Quick Ramen Noodle Soup
This Quick Ramen Noodle Soup only takes 15 minutes to make, and gets its great depth of flavor and richness from two secret ingredients. This is the perfect weeknight meal that’s fast and easy to customize.
I was really tempted to call this something like “faker’s ramen noodle soup” because instead of the 3 days that an authentic ramen requires, this one takes about 15 minutes and has a ton of flavor.
Despite its short cooking time, we start with a ton of aromatics as the base and add plenty of umami so the broth takes on a deeply rich flavor, without a long simmering time!
So if you’re a fan of ramen soup but don’t feel like spending three days simmering chicken bones and pork bones, definitely give this one a try. It’s a good compromise between instant ramen using that questionable seasoning packet, and the real stuff.
It also reminds me of another one of my favorite meals: Ramen Noodle Stir Fry. You can never go wrong with Asian noodle dishes!
Tips for Best Results
Use good soy sauce and fish sauce – To add umami to the broth, we will use soy sauce and fish sauce. Make sure to use good quality brands, as there’s HUGE variability there. My favorite brands of soy sauce are San-J, Lee Kum Kee, and Kikkoman. Stay away from La Choy as well as grocery brands. For fish sauce, I recommend Red Boat or Tiparos.
Use fresh aromatics – To make the broth really flavorful and aromatic, we’ll start with fresh garlic, scallions, and ginger. Make sure to use the fresh stuff from the produce section, and not jarred ginger. It makes a big difference!
Save the noodles until the very end – Make sure that the broth is exactly to your liking in terms of seasoning before adding the noodles. For the best eating experience, you won’t want to risk overcooking the noodles, so they should be the very last thing you add.
Another bonus to this recipe is that all of the ingredients should be easy to find in any typical grocery store. I love visiting asian markets sometimes for unusual things, but there’s nothing there that’s very out of the ordinary.

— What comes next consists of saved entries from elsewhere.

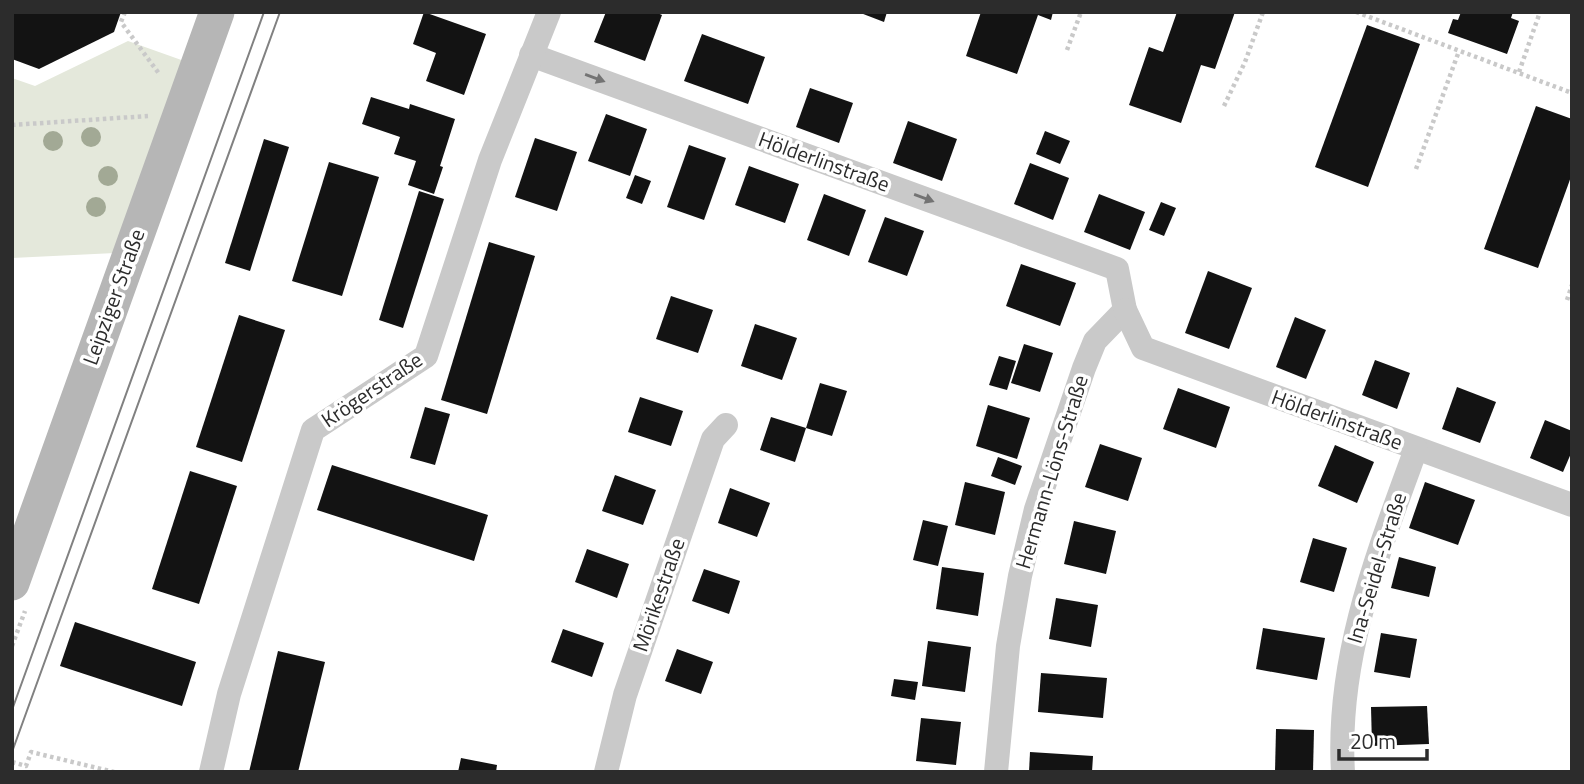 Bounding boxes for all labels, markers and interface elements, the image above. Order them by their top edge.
one-way arrow [585,73,606,84]
street label: Hölderlinstraße [754,123,894,200]
one-way arrow [914,193,935,204]
street label: Leipziger Straße [74,224,152,369]
street label: Krögerstraße [314,343,429,435]
street label: Hermann-Löns-Straße [1006,371,1096,573]
street label: Hölderlinstraße [1267,381,1407,458]
street label: Ina-Seidel-Straße [1338,488,1414,647]
street label: Mörikestraße [624,533,692,656]
scale bar [1339,718,1426,762]
text: 20 m [1350,725,1396,757]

In other words, anyone can make this! College students rejoice in leaving those instant ramen noodles behind 😂
Step by Step Overview:
Start by adding minced garlic, sliced scallions, grated fresh ginger, cooking fat, and sriracha to a big soup pot or large saucepan:
Cook for about a minute, over medium-high or medium heat, until the scallions have softened and the garlic smells aromatic, but isn’t scorching. These ingredients make for a really flavorful soup.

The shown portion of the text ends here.